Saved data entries
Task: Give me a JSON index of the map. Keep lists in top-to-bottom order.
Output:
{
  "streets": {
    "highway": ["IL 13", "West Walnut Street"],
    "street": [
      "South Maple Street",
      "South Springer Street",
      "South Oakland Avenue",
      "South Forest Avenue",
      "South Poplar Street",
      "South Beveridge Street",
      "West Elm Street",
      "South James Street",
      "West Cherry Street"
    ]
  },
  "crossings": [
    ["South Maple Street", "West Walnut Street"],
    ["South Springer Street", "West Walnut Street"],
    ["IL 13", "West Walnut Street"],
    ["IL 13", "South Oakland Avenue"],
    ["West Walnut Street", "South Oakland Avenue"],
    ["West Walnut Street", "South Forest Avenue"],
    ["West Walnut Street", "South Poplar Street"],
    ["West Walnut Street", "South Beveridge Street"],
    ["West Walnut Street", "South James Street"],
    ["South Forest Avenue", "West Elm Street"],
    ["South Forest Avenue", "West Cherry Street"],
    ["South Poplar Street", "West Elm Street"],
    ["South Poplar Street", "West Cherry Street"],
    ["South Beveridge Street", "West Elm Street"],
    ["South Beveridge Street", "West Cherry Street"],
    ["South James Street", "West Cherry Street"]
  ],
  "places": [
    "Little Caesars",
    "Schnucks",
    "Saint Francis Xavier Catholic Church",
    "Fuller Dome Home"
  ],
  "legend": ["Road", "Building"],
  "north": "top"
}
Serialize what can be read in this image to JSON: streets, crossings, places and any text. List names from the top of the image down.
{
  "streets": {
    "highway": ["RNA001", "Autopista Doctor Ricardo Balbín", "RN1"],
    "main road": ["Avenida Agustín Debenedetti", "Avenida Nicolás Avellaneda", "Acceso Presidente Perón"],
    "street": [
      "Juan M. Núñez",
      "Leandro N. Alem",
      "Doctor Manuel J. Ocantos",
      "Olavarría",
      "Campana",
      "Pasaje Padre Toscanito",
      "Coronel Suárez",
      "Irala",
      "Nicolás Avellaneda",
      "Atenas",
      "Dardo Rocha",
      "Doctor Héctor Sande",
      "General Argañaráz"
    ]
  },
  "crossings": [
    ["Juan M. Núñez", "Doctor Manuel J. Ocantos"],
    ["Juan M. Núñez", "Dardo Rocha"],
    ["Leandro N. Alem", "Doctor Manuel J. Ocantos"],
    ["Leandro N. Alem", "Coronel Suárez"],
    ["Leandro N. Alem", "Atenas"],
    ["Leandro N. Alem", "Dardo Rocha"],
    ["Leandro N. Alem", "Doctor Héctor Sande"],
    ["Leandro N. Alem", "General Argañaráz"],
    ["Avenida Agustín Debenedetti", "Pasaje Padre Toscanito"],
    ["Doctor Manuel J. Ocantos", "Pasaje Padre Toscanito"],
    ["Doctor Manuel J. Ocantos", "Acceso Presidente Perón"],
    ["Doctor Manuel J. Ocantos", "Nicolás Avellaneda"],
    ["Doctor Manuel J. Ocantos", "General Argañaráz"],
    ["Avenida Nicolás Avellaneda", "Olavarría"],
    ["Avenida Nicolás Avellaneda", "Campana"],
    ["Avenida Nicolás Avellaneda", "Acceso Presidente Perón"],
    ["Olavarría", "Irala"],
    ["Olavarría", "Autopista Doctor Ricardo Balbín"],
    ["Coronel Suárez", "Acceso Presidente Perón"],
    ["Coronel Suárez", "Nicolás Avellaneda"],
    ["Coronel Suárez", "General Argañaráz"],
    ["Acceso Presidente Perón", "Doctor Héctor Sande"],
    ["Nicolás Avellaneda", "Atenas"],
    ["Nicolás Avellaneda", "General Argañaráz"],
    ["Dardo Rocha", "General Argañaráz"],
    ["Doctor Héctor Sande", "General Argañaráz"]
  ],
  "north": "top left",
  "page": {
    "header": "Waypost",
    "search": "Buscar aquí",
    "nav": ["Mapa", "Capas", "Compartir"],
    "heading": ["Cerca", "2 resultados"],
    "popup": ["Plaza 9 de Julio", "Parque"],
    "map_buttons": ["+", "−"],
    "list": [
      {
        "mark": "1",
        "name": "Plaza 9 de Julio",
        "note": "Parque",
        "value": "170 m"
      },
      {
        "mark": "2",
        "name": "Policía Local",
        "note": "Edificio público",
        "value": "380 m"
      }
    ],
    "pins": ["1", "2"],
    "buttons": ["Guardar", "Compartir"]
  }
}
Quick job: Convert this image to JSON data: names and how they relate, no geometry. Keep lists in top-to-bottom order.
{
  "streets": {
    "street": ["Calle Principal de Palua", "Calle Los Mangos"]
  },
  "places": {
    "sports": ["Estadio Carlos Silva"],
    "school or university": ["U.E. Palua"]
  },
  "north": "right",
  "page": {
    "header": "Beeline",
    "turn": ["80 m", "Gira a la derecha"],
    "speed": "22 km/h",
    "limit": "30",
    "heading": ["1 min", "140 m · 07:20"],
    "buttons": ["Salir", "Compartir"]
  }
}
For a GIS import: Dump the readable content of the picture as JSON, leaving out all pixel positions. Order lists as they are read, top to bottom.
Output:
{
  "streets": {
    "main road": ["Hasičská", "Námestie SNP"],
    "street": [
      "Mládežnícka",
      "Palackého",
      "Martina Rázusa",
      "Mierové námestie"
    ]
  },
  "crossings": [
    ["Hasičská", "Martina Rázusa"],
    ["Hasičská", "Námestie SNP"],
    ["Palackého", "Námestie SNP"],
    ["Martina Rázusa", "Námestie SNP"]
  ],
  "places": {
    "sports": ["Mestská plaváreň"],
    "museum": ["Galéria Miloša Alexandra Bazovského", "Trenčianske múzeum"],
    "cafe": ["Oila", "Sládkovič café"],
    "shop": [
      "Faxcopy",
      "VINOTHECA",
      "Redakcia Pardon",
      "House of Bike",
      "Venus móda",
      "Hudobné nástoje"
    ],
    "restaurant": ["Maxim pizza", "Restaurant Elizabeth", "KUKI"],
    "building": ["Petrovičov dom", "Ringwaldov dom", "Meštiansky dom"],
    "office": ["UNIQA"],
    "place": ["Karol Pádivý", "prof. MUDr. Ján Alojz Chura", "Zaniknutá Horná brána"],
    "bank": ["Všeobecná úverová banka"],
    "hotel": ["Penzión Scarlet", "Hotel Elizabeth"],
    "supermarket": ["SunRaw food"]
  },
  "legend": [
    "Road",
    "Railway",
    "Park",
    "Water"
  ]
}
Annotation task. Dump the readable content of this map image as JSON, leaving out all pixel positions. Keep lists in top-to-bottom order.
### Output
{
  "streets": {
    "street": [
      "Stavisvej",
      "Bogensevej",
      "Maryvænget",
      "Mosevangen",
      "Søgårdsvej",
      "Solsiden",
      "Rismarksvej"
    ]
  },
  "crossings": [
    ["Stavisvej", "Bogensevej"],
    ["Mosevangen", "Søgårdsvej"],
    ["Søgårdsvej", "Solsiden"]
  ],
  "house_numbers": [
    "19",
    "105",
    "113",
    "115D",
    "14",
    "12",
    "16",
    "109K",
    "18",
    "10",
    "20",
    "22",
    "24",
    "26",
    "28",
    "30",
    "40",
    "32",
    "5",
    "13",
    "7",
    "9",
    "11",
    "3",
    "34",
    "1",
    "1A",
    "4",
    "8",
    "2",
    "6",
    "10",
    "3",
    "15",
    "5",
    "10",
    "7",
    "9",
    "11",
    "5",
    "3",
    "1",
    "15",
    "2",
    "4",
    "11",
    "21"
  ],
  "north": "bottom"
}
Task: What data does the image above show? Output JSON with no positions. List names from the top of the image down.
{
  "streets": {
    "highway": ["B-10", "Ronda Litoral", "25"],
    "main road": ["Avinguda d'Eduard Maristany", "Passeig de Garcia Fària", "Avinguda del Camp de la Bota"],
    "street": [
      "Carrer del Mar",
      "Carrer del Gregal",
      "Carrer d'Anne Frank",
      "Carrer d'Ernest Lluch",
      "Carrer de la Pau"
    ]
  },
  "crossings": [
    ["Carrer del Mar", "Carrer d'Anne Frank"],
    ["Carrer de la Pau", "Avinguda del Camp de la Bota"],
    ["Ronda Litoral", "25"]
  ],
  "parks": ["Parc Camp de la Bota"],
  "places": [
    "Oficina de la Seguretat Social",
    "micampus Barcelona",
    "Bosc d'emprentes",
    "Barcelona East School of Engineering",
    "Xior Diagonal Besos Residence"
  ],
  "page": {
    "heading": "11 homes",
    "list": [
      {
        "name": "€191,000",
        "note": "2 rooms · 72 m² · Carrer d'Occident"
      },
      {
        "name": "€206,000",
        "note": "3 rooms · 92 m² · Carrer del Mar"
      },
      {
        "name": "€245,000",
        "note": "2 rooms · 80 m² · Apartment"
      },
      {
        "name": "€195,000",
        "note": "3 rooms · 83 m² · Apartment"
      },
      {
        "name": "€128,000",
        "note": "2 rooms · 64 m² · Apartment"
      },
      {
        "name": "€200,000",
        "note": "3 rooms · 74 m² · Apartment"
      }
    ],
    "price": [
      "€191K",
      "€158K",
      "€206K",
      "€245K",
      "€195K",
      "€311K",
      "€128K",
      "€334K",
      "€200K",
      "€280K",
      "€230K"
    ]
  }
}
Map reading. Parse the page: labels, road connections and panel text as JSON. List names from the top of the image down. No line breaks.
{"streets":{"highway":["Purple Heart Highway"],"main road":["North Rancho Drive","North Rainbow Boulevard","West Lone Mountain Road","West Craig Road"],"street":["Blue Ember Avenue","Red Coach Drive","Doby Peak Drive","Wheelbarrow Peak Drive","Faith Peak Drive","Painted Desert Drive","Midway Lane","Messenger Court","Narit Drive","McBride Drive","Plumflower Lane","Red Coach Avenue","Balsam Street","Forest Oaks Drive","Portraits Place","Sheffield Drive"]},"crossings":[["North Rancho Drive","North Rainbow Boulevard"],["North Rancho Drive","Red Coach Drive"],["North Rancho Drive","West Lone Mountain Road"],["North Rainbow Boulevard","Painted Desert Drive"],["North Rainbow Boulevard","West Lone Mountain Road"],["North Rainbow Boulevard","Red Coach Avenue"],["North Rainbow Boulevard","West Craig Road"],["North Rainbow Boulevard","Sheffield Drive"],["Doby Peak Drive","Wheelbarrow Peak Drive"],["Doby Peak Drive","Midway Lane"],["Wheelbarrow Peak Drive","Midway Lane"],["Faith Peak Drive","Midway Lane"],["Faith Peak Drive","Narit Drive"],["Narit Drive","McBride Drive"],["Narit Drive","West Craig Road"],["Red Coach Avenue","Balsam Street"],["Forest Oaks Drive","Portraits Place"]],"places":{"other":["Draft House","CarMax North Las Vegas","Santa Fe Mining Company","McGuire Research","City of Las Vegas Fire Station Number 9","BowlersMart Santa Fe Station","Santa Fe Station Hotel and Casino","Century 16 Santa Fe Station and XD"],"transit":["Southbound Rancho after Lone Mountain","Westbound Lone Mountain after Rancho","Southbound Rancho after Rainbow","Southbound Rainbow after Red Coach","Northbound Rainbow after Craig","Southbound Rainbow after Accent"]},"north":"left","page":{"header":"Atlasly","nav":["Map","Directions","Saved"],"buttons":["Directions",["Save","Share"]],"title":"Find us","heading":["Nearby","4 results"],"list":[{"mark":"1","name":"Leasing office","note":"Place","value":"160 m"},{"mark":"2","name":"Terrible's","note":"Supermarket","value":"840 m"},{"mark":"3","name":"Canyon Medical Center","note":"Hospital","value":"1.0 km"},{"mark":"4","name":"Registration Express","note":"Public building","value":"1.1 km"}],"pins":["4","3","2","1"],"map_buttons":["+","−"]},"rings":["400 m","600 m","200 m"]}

-- WORK TO BE COMPLETED --
The answer must be every line of the data that contains the word "Perón".

-- ANSWER TO THE EXERCISE --
    "main road": ["Avenida Agustín Debenedetti", "Avenida Nicolás Avellaneda", "Acceso Presidente Perón"],
    ["Doctor Manuel J. Ocantos", "Acceso Presidente Perón"],
    ["Avenida Nicolás Avellaneda", "Acceso Presidente Perón"],
    ["Coronel Suárez", "Acceso Presidente Perón"],
    ["Acceso Presidente Perón", "Doctor Héctor Sande"],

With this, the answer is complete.